The thing is, the people I’m still in touch with don’t need me anymore. They would welcome me back, but they have their smaller dedicated Mythic Plus dungeon running team and there isn’t room in that for those of us who aren’t that level of dedicated anymore. I just want to come back and run fun nights of raiding with people I enjoyed raiding with in the past. All of the rest of the process of getting to that point sounds fatiguing. I think about the not-fun activities that I would need to do to catch up with them and raid and it sounds awful.
I even tried to go back. I got the last expansion pack, went through the whole rigmarole of the Shadowlands and even played long enough to start into Torghast to build my legendary whatsits, but there were too many people who needed to farm ash and not enough spaces in groups to get all of us through that grind. I could go, but I’d have to leave my hubby behind, or vice versa, and that was just no fun. And then we had to start collecting another type of reputation and in a zone whose name I can’t even recall, I think I’ve PTSD blocked it, plus the brokers and even the dulcet tones of Alex Desert’s Bwonsamdi couldn’t hold me. I quit playing before they altered Torghast. You can see from this rage sketch I made just how much I hated soloing that place.
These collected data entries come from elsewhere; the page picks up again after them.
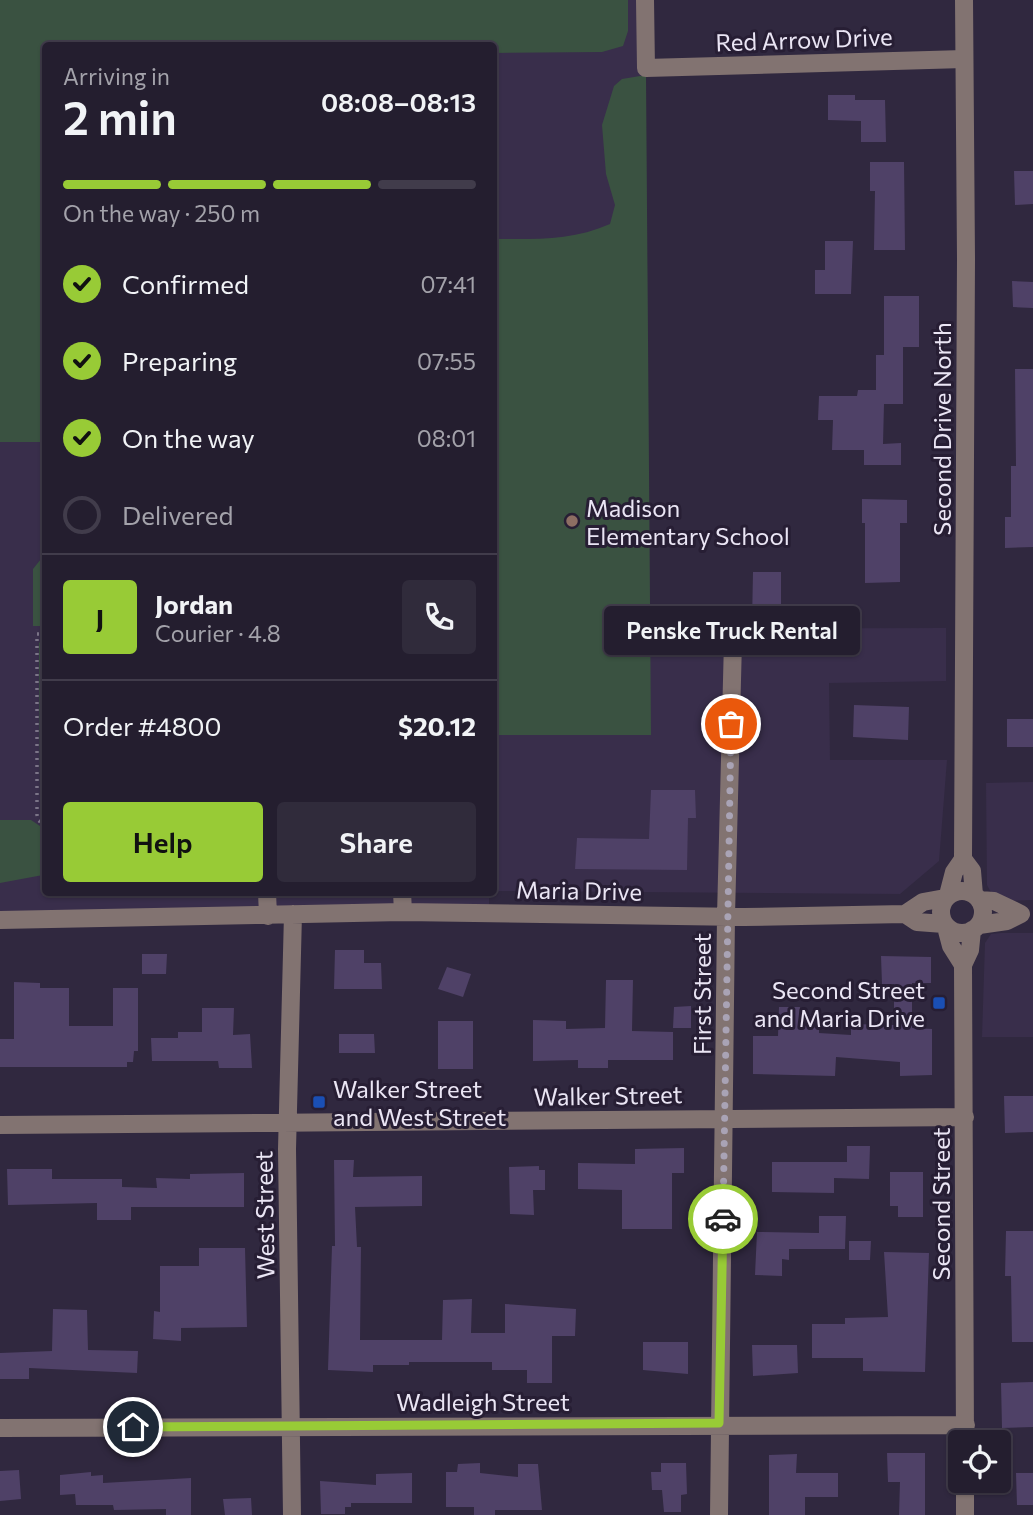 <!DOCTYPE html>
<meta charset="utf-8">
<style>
:root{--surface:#241e2f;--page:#302b3b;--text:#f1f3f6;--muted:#a3a2aa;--line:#413c4b;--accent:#98cb36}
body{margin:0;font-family:Commissioner,sans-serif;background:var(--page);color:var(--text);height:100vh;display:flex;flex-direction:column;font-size:26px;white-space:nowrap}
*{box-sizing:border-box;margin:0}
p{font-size:23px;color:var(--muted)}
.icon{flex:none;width:38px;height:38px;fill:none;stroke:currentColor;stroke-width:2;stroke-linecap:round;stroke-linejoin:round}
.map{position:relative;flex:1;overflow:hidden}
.sheet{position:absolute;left:42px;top:42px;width:455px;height:854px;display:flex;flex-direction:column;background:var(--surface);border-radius:7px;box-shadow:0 2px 5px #0004,0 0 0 2px var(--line)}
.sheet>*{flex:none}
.buttons{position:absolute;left:948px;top:1430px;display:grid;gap:14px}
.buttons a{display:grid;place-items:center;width:63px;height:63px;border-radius:7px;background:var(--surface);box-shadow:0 2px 5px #0004,0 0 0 2px var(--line);font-size:35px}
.pin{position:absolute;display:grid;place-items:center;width:60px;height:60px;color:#fff;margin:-30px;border:4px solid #fff;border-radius:50%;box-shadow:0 2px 7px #0007}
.courier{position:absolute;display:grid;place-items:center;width:70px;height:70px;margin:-35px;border:5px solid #98cb36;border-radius:50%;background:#fff;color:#222;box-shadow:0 2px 9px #0007}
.bubble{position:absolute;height:49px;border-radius:7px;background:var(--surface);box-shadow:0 2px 5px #0004,0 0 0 2px var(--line);font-size:23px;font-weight:600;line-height:49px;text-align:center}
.head em{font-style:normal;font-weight:600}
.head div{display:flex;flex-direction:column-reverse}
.head{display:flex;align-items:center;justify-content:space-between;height:119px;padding:0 21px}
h1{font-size:46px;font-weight:600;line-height:52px}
.bar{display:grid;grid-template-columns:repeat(4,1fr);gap:10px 7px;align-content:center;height:84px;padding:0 21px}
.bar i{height:9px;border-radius:5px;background:var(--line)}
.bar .active{background:var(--accent)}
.bar p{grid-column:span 4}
.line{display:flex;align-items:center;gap:18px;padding:0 21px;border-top:2px solid var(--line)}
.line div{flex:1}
.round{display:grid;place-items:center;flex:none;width:74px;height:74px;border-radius:7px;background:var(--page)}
ol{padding:0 21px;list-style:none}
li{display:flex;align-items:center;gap:21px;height:77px}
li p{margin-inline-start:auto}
li .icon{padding:7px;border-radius:50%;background:var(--accent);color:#111;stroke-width:4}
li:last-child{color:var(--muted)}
li i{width:38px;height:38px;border:4px solid var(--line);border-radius:50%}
.button{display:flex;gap:14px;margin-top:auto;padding:14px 21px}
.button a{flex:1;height:80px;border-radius:7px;background:var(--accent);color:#111;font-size:28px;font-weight:600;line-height:80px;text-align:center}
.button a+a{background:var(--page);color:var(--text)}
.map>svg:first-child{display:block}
.built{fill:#392e4b}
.green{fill:#3a5241}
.building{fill:#4f4167}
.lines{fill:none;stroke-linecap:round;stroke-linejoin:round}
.path{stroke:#7c7589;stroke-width:3.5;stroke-dasharray:2 5;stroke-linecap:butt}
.minor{stroke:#827371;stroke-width:18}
.done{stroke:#a9a3b5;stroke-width:7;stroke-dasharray:0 12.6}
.route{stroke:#98cb36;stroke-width:9}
.education-dot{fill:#8d6e63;stroke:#271e34;stroke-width:2.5}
.transit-dot{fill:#1a4fb4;stroke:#271e34;stroke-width:2.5}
.labels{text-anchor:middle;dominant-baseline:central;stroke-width:6;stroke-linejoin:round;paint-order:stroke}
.street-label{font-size:24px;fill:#eae5f4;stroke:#271e34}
.poi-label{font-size:24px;fill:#eae5f4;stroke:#271e34;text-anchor:start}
</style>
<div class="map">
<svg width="1033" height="1515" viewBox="0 0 1033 1515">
<rect width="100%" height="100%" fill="#30283f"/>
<path class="built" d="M 0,0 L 645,0 L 650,629 L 946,628 L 946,681 L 829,683 L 830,760 L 947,760 L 939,861 L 900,894 L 494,891 L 494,46 L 46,46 L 46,892 L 489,892 L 489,914 L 0,920 Z
M 1033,782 L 1033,900 L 1003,901 L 993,896 L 987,885 L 986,783 Z
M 1001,933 L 1033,933 L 1033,1037 L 982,1037 L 985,943 L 991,934 Z"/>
<path class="green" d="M 0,0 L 628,0 L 628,31 L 623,46 L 602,52 L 494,53 L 494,46 L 46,46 L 45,442 L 0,442 Z
M 646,75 L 651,735 L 494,735 L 494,239 C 534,239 572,241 610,224 L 615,205 L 606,174 L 602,125 L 614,86 L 622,79 Z
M 45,554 L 45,626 L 33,626 L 33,569 Z
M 45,637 L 46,637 L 45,810 L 40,798 L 39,643 Z
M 0,820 L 31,820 L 43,828 L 43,875 L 0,883 Z"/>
<path class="building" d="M 828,95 L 855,95 L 855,100 L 885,100 L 886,142 L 861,142 L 861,121 L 828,120 Z
M 870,162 L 904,162 L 905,250 L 874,250 L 875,191 L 870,191 Z
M 1014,171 L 1033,171 L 1033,204 L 1015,205 Z
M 825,241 L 853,241 L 851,294 L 815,294 L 815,270 L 825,270 Z
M 1012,281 L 1033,282 L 1033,308 L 1013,307 Z
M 884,296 L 919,296 L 919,347 L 903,347 L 903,404 L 884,404 L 883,444 L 901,443 L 901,465 L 864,465 L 864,450 L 832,450 L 833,420 L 818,420 L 819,396 L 857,396 L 858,390 L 876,390 L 876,355 L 884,355 Z
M 1015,369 L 1033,369 L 1033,547 L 1005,548 L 1005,517 L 1011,517 L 1011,466 L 1016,466 Z
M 862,499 L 907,500 L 907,523 L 900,523 L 900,582 L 865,583 L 865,523 L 862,523 Z
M 753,572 L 781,572 L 781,622 L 752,622 Z
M 854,705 L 909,707 L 908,740 L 853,737 Z
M 1007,719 L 1033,719 L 1033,747 L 1007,747 Z
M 651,790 L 695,790 L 696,818 L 688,818 L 687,870 L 575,869 L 577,838 L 649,839 Z
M 335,950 L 364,950 L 364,963 L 381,963 L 382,989 L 334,989 Z
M 142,954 L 167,954 L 166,974 L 142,974 Z
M 881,956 L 931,957 L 931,983 L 912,983 L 912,1028 L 932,1029 L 932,1075 L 900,1076 L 900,1062 L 836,1057 L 835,1076 L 753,1074 L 753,1036 L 778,1036 L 779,1007 L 800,1007 L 799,1015 L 812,1015 L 813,1027 L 819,1029 L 819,1033 L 851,1035 L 851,1024 L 894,1025 L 894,984 L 882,984 Z
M 447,967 L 471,974 L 463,997 L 438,989 Z
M 606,980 L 633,980 L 632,1031 L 673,1032 L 673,1060 L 608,1060 L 608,1068 L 578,1068 L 578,1060 L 533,1061 L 533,1020 L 566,1021 L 566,1029 L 605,1028 Z
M 14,982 L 40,983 L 40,988 L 69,988 L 69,1026 L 113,1026 L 113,988 L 138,988 L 138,1051 L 134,1051 L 133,1062 L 127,1062 L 127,1067 L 0,1067 L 0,1039 L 14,1039 Z
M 691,1006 L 691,1028 L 673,1028 L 674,1007 Z
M 202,1008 L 234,1008 L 233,1035 L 250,1034 L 252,1068 L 219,1068 L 218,1061 L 152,1061 L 151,1038 L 178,1038 L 178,1032 L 202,1032 Z
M 438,1021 L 473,1021 L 473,1069 L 438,1069 Z
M 339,1034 L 374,1034 L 375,1053 L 339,1053 Z
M 1004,1096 L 1033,1096 L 1033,1132 L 1005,1133 Z
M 847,1146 L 870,1146 L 869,1179 L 834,1178 L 834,1193 L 772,1192 L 772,1162 L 847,1162 Z
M 684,1148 L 684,1173 L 672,1173 L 672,1229 L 622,1229 L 622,1190 L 578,1189 L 578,1163 L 635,1164 L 635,1149 Z
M 334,1160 L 354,1160 L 353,1177 L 422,1176 L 422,1206 L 355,1207 L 357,1247 L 361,1247 L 360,1340 L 442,1340 L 443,1300 L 472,1299 L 471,1333 L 505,1333 L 505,1304 L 576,1309 L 575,1336 L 552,1336 L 552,1383 L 527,1383 L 527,1370 L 492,1370 L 492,1362 L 409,1362 L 409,1365 L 373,1365 L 373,1372 L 328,1370 L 332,1246 L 335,1246 Z
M 539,1166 L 539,1170 L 545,1170 L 545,1190 L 533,1190 L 534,1215 L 510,1214 L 509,1167 Z
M 7,1169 L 52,1169 L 52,1179 L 122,1179 L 122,1187 L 157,1188 L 156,1178 L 190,1179 L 190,1174 L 244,1173 L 244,1207 L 131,1207 L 131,1220 L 97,1220 L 97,1203 L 8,1205 Z
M 890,1172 L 923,1172 L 923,1217 L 898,1217 L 898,1206 L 890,1206 Z
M 819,1216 L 846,1216 L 845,1249 L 789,1249 L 789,1260 L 782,1259 L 782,1276 L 755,1275 L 757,1232 L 819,1233 Z
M 1006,1231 L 1033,1231 L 1033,1342 L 1012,1342 L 1011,1276 L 1005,1276 Z
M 849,1241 L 871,1241 L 870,1260 L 849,1260 Z
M 199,1248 L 245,1248 L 247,1327 L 181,1328 L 181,1341 L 153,1339 L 154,1311 L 160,1312 L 160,1266 L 199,1266 Z
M 884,1252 L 929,1253 L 925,1372 L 863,1371 L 863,1358 L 812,1358 L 812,1324 L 845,1324 L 845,1318 L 888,1317 Z
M 53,1309 L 87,1310 L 88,1350 L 138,1351 L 137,1373 L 29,1368 L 29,1379 L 0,1379 L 0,1353 L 52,1351 Z
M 643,1342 L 688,1342 L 688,1374 L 643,1370 Z
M 752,1345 L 797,1345 L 798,1373 L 753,1376 Z
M 1033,1382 L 1033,1427 L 1002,1428 L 1001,1383 Z
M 887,1453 L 925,1453 L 925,1515 L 899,1515 L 900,1482 L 888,1482 Z
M 797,1454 L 796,1473 L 838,1473 L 838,1497 L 805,1497 L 805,1515 L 769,1515 L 769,1455 Z
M 480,1463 L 480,1473 L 518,1477 L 518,1464 L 538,1464 L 542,1510 L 495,1510 L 495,1515 L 474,1515 L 474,1507 L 446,1507 L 446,1472 L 457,1472 L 458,1464 Z
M 661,1463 L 686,1463 L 687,1494 L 681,1495 L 681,1512 L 664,1512 L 662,1490 L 652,1490 L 651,1472 L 661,1472 Z
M 19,1470 L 21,1499 L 0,1501 L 0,1471 Z
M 91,1472 L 91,1476 L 103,1475 L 103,1483 L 191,1478 L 191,1515 L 166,1515 L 166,1509 L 114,1510 L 113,1505 L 76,1505 L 75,1494 L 60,1495 L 60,1475 Z
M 412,1473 L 412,1503 L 351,1503 L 351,1507 L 345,1507 L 345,1514 L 321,1514 L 320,1481 L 376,1485 L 376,1474 Z
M 1016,1473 L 1033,1473 L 1033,1505 L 1017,1505 Z
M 251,1498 L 252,1515 L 225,1515 L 223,1499 Z"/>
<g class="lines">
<path class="path" d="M 46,634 L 37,634 L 37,815 L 38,820 L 46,826"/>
<path class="minor" d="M 645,0 L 646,68 L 964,59
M 963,859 L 966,259 L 964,0
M 963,859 L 972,871 L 974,895
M941 912a21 21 0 1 1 42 0a21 21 0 1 1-42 0Z
M 267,892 L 268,916
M 402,892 L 403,912
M 948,895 L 954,872 L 963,859
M 0,920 L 403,912 L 744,917 L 905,914
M 944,924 L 917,922 L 905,914 L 923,902 L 945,898
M 979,925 L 1007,921 L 1021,914 L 994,901 L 979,900
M 946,927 L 951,946 L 963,965 L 970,950 L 972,930
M 963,965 L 965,1442
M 0,1125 L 965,1117
M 0,1428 L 966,1425
M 292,1515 L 287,1149 L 293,914
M 719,1515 L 726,916 L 733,641
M 965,1515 L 965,1480"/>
</g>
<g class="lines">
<path class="done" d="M 723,1219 L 731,724"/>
<path class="route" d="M 133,1427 L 719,1423 L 723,1219"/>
</g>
<circle class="education-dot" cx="572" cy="521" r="7"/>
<g class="transit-dot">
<rect x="932" y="996" width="14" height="14" rx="3.5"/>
<rect x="312" y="1095" width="14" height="14" rx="3.5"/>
</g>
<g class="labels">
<g class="street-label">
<text transform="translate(804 39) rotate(-2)">Red Arrow Drive</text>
<text transform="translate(941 429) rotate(-90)">Second Drive North</text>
<text transform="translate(579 890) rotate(1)">Maria Drive</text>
<text transform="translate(701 994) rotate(-90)">First Street</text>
<text transform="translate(608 1095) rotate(-1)">Walker Street</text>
<text transform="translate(940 1204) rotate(-90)">Second Street</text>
<text transform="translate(264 1215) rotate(-91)">West Street</text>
<text x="483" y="1401">Wadleigh Street</text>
</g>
<g class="poi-label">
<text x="586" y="507">Madison<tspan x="586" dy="28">Elementary School</tspan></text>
<text x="925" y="989" text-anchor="end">Second Street<tspan x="925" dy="28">and Maria Drive</tspan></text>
<text x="333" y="1088">Walker Street<tspan x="333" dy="28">and West Street</tspan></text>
</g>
</g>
</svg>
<div class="buttons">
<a><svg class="icon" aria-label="locate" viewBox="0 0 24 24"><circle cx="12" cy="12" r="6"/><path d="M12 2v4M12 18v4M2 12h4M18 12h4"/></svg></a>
</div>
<div class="pin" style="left:731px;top:724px;background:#ea580c"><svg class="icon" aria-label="bag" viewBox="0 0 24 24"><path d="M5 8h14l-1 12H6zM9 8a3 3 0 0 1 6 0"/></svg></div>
<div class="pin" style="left:133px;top:1427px;background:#1f2937"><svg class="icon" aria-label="home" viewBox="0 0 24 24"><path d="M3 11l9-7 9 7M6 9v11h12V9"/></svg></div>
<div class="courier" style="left:723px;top:1219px"><svg class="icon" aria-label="car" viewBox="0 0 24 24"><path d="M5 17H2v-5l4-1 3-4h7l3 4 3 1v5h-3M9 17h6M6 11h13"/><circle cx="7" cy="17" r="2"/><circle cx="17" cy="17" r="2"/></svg></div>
<div class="bubble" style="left:604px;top:606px;width:256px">Penske Truck Rental</div>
<section class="sheet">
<div class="head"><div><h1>2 min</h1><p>Arriving in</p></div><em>08:08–08:13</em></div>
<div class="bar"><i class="active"></i><i class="active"></i><i class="active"></i><i></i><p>On the way · 250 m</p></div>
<ol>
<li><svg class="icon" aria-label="check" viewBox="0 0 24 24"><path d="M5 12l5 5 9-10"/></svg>Confirmed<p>07:41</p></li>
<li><svg class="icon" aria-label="check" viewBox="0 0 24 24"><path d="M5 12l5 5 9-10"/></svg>Preparing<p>07:55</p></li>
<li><svg class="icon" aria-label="check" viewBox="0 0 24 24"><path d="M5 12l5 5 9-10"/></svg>On the way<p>08:01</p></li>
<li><i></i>Delivered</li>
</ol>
<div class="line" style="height:126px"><b class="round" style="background:var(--accent);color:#111">J</b><div><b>Jordan</b><p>Courier · 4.8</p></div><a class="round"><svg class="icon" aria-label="phone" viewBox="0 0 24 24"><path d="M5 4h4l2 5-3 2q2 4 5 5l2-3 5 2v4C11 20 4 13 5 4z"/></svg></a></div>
<div class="line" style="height:91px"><div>Order #4800</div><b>$20.12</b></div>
<div class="button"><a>Help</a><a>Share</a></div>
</section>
</div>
The cycle that WoW is in now, with running the same dungeons over and over again, doing it faster, with key difficulties, is still just putting lipstick on a pig. There is nothing substantially different about running Plaguefall with affixes as running it without them, it is still the same attempt to skip as many adds as possible, avoid as much of the dungeon content as you can, and fight the same bosses, just dressed up with a few different mechanics. Add in my overall distaste for the sexism and the seedy underbelly of leadership (some of whom are still getting a paycheck), and having in-game friends who still play is not likely to get me back into raiding again. It is sad to be this de-motivated, especially when many people still seem to enjoy themselves, but here I am.
I mean, I haven’t entirely ruled out picking up Dragonflight, but I’m not very hopeful that it will resolve what has made WoW unappealing to me. If the cycle of prepping for raids is the same as it has been for the last several expansions, I’m pretty sure I’d walk away again. I don’t remember it being that bad in the glory days of Wrath of the Lich King raiding, but maybe my nostalgia for those days has covered up the fact that it WAS the same endless cycle and playing again is the definition of insanity (doing the same thing expecting different results).
Most of us blame real life and changes to our available play time for not going back to how things used to be. But that shifts the blame away from game design, where it should firmly lie. We find and make time to play things that are fun. There is a certain level of maturity that is to blame for what people will put up with to play a game. If WoW has become not-fun for people who used to play a lot of it, then I hope the designers will stop trying to shift the blame, saying it is because we’ve become too busy in real life. They need to take a hard look at the cycle of how you play the game now and the process involved to get ready to raid. Pushing people into 5 person groups running the same content over and over again, to prepare them to finally get to play in 10 person groups, makes people with busy schedules and real life commitments have to be REALLY motivated to make that work. After a while, you start to recognize that you are on a hamster wheel and the things that used to motivate you to play aren’t enough.